3.2. Protein Chain Classification
Protein chains with 40% or more residues in helix conformation and less than 15% of their residues in strand conformation are classified as being helix chains. Protein chains with 40% or more residues in strand conformation and less than 15% of their residues in helix conformation are classified as being strand chains. Protein chains with more than 20% of their residues in helix conformation and more than 20% of their residues in strand conformation are classified as mixed helix-strand chains. Finally, all protein chains not falling into any of the three mentioned classes are categorized as “other”.

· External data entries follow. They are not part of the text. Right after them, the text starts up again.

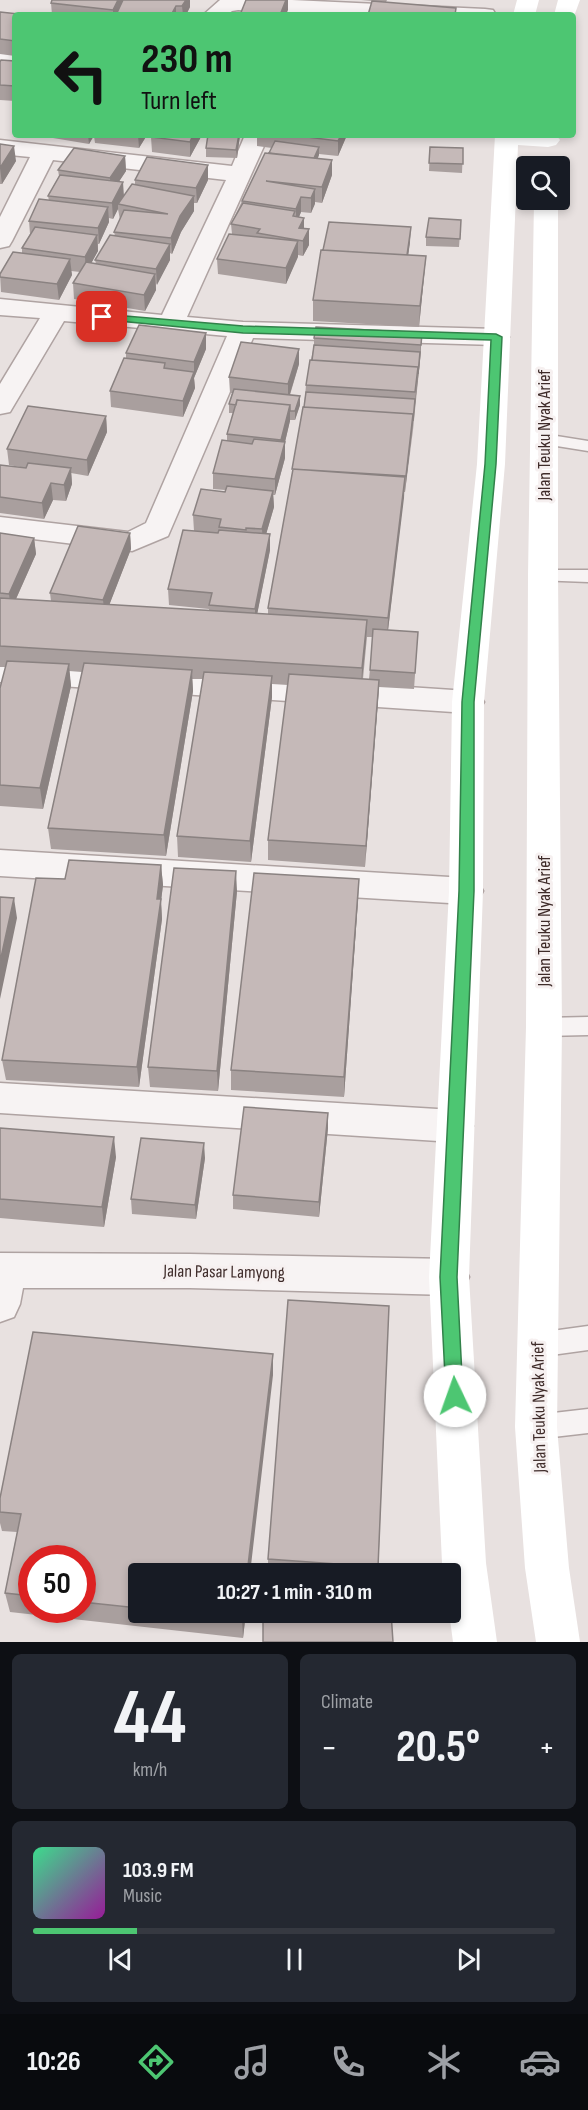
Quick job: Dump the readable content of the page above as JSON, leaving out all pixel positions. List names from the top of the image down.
{
  "streets": {
    "main road": ["Jalan Teuku Nyak Arief"],
    "street": ["Jalan Pasar Lamyong"]
  },
  "page": {
    "turn": ["230 m", "Turn left"],
    "limit": "50",
    "trip": "10:27 · 1 min · 310 m",
    "tile": [
      ["44", "km/h"],
      "Climate"
    ],
    "heat": ["−", "20.5°", "+"],
    "song": ["103.9 FM", "Music"],
    "tabs": "10:26"
  }
}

3.3. Sequence Properties of Non-Contiguous Candidate Structural Motifs
Swiss-PDBViewer has recently been augmented with the ability to search for structural motifs in large collections of protein structures  and is available for general public use via http://spdbv.vital-it.ch/. Briefly explained, a so-called motif specification containing constraints on various aspects of a motif must be provided, and the search machinery then locates and reports all-atom conformations that satisfy the provided constraints. In a motif specification, it is possible to state constraints on acceptable amino acid residue-types, acceptable secondary structure (helix, strand, coil or any combination thereof), acceptable distances between specific pairs of atoms and acceptable sequence separation between amino acid residues. We have also developed programs external to Swiss-PDBViewer, whereby motif specifications (as detailed below) can be automatically generated. These pieces of software are the main tools with which we have generated the collections of non-contiguous recurrent candidate structural motifs described here.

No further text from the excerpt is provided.